Gilles – Paris, place de l’Odéon, 2002
On dit de cet homme qu’il fuit, tant son besoin d’avancer est grand. Il refuse d’ailleurs le qualificatif de personne « à la rue » que ceux qu’il rencontre choisissent à sa place. Il préfère dire : « Je ne suis pas à la rue, je suis dans la rue d’une manière un peu plus consistante que la vôtre. » Qu’est-ce qui le sépare des jeunes qui sortent du théâtre et qu’il croise un soir sur la place de l’Odéon ? « La sapience » qu’il déchiffre sur leurs visages, leur éloquence ou l’existence de cet homme « qu’ils n’étudieront pas, très loin de leur conscience », sa solitude ou le doute permanent, « seule vérité pour moi aux justes proportions » ?

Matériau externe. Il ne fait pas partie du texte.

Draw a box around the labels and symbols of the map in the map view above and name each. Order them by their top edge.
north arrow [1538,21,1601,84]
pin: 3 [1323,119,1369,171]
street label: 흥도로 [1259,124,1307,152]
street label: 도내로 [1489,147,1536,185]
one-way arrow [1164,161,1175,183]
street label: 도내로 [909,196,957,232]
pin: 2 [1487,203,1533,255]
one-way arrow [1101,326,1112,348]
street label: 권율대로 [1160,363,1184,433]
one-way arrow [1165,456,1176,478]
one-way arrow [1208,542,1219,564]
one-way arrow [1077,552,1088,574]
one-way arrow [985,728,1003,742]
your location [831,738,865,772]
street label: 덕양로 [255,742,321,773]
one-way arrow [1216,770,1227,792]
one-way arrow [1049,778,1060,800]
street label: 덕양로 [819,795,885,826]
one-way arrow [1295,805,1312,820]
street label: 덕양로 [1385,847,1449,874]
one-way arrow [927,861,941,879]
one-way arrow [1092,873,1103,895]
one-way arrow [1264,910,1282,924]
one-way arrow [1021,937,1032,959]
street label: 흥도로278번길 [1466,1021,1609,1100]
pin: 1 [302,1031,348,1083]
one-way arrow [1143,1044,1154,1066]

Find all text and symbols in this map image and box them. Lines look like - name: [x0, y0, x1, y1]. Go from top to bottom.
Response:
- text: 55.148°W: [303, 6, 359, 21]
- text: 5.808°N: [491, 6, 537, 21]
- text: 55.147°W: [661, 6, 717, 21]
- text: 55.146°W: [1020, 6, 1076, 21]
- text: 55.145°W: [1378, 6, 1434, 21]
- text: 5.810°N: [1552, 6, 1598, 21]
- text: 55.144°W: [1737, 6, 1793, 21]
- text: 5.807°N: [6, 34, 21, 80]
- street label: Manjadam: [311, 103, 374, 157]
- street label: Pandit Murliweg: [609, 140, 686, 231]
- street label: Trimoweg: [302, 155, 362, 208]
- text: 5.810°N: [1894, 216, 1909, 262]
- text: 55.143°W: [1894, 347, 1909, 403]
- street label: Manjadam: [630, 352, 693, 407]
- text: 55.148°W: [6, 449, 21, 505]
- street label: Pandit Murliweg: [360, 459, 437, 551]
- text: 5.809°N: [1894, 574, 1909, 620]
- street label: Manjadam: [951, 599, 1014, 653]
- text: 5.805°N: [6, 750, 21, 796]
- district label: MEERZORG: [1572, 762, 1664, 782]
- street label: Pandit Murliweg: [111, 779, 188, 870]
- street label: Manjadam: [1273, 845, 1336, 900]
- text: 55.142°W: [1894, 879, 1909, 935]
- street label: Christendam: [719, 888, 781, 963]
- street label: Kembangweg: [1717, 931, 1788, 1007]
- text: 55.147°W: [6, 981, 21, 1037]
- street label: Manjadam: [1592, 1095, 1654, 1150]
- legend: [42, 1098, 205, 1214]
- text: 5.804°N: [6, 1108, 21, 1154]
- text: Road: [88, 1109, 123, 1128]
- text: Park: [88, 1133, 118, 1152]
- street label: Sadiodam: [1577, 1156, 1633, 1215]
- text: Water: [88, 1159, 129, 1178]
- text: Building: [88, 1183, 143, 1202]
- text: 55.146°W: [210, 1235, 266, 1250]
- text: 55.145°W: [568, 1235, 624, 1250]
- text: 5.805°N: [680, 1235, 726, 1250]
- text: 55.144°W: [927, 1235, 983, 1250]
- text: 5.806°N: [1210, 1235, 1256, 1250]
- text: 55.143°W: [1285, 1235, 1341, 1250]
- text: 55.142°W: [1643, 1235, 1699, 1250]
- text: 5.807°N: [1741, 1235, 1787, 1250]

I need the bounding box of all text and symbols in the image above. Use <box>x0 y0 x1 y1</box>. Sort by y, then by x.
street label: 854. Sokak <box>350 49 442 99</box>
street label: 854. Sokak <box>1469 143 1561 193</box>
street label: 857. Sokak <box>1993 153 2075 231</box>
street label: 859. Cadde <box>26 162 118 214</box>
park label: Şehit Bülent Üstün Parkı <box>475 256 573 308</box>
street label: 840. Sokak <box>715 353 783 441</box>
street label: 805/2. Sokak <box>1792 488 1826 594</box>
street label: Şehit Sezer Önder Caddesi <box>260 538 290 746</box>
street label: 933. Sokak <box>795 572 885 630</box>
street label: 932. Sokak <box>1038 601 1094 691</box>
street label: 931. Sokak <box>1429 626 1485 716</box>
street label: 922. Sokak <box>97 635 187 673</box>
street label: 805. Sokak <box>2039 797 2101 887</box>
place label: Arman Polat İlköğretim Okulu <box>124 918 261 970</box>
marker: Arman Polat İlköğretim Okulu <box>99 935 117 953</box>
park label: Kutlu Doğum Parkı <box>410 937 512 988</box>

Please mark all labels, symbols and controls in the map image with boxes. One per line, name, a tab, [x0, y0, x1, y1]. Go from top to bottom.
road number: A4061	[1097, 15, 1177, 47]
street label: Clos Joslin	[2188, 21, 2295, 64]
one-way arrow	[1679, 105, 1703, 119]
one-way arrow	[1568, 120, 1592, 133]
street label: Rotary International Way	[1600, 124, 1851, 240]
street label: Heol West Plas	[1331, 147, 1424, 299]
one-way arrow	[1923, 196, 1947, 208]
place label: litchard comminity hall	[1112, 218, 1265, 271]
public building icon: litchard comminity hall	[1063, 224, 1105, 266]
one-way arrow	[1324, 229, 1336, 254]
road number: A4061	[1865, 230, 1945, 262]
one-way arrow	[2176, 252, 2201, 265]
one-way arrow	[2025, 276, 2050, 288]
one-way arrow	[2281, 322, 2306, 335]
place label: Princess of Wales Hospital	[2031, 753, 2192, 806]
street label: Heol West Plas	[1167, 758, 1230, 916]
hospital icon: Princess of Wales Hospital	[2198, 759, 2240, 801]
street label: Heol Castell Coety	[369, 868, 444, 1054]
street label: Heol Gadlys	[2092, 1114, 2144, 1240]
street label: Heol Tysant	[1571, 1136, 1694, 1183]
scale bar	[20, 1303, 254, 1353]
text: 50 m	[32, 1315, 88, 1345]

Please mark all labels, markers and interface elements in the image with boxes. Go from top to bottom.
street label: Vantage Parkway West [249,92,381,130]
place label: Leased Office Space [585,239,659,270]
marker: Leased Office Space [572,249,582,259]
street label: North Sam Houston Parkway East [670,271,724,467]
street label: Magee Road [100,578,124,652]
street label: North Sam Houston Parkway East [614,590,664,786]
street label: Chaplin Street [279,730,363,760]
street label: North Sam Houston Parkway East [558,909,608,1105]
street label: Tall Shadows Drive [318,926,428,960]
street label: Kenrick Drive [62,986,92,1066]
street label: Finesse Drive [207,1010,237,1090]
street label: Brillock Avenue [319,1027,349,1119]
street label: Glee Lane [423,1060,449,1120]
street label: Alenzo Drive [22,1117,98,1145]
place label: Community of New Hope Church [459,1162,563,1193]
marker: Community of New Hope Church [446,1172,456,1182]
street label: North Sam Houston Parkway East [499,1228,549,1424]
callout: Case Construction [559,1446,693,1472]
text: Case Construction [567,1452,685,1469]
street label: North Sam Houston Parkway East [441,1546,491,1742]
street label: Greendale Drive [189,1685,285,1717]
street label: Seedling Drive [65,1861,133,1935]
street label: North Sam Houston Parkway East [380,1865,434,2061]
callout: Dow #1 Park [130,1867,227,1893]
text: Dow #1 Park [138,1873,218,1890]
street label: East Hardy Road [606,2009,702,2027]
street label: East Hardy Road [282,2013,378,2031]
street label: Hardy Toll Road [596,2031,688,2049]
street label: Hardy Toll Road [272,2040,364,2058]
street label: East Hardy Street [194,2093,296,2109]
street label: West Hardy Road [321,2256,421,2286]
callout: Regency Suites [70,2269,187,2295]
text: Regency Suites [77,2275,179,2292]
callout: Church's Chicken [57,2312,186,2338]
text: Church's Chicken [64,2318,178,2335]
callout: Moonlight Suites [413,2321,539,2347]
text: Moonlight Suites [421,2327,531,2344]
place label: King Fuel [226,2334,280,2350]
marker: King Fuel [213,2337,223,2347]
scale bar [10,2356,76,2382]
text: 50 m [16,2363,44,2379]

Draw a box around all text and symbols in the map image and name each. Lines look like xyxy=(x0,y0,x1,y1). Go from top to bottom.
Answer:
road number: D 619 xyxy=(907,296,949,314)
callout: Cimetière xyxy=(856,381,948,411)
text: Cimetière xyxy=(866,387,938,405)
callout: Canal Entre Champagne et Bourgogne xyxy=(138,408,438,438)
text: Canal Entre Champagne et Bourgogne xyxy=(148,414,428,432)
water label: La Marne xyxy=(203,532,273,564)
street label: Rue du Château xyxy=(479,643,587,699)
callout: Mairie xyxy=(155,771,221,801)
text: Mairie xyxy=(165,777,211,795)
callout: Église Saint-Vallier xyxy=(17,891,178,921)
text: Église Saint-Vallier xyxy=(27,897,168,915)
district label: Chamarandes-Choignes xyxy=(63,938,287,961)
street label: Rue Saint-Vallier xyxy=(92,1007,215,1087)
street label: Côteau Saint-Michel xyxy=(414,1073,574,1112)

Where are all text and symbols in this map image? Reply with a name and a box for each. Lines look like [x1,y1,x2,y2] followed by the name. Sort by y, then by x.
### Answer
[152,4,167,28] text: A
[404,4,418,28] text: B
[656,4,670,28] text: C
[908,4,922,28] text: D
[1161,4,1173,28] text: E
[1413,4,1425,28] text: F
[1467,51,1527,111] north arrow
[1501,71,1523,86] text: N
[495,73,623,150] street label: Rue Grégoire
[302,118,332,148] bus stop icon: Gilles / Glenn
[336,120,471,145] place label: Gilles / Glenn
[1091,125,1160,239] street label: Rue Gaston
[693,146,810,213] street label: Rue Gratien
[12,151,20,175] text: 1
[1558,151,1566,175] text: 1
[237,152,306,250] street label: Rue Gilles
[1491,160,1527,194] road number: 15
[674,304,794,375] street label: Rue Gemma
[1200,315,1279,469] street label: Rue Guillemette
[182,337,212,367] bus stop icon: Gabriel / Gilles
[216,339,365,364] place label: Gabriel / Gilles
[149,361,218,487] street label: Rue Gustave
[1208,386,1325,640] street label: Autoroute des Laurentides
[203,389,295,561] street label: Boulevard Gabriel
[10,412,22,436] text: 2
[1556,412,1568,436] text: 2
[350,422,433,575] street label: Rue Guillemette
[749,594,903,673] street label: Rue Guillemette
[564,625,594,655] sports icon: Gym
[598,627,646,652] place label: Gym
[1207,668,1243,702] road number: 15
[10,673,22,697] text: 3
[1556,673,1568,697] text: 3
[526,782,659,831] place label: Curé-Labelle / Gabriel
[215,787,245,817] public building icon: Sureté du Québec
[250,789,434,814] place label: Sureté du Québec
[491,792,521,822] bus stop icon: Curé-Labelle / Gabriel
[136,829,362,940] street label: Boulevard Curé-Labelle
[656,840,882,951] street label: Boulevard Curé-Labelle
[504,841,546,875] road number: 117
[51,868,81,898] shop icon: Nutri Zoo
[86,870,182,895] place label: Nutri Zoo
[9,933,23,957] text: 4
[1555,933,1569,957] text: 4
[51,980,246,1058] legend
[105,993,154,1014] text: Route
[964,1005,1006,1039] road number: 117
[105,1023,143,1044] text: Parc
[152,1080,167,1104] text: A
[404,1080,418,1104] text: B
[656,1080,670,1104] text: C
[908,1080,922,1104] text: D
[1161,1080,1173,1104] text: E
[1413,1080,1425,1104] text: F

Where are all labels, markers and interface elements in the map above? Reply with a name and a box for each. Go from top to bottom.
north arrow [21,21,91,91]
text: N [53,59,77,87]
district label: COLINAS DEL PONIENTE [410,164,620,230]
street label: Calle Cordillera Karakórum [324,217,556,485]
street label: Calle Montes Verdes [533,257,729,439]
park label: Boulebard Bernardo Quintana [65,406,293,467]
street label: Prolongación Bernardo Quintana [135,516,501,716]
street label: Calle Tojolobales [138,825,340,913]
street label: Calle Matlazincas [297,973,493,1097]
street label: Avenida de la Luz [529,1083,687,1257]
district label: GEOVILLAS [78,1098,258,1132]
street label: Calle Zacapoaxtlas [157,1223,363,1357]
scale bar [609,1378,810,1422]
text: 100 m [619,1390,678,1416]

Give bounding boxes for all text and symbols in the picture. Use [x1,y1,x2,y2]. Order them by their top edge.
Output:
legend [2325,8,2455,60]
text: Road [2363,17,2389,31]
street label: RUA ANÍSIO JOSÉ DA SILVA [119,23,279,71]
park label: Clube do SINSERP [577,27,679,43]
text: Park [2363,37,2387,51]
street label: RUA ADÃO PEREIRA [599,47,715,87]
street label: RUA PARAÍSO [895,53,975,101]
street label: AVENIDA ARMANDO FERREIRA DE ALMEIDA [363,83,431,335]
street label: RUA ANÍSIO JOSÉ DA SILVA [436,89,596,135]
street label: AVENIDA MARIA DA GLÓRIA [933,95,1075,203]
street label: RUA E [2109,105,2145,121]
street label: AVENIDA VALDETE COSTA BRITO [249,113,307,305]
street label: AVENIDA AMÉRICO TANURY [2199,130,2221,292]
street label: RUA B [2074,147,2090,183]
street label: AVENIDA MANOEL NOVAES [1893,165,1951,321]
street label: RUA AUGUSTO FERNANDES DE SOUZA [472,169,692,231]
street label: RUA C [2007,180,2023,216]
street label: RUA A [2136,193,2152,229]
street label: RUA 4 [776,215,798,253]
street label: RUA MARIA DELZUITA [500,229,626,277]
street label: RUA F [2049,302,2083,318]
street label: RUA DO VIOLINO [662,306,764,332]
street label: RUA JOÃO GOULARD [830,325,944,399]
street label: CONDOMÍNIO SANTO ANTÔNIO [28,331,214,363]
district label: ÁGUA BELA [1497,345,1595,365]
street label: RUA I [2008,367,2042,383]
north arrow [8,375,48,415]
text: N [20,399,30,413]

Arrêtons-nous ici, quitte à donner à notre analyse le sentiment d’une dimension insuffisante. L’option de l’énumération n’étant pas la plus adaptée dans ce cas, il vaut mieux se pencher sur les thèmes qui survolent ce recueil, et surtout la place centrale qu’occupe la problématique de la condition humaine face au temps, aux changements que l’Histoire impose aux destins humains, le scepticisme comme trace indélébile face aux valeurs imposées par la société, à la confrontation avec la mort, aux drames issus de la violence des hommes.
Que nous disent, pour ne pas citer qu’eux, Robin sur sa carte trop réduite, Camille sur son innocence face à l’âge adulte, Alexei Alexandrovitch Petrovna, « l’homme qui fait des feux », Maria sur son exil, les graffiteurs de Bruxelles, Martin Jr. sur le monde du cirque, Charles André Gaspard sur la mort ?
Les réponses se trouvent dans ce récit-album.
Alice Renard s’était fait remarquer grâce à son premier roman, La colère et l’envie (Éditions Héloïse d’Ormesson, 2023). Deux ans plus tard, Peaux vives se feuillette et s’admire, se lit et se relit, se déguste avec parcimonie afin de saisir l’étincelle et l’élégance du style auxquelles l’écrivaine nous avait déjà habitués.
Dan Burcea
Alice Renard, Peaux vives, Éditions Héloïse d’Ormesson, 2025, 128 pages.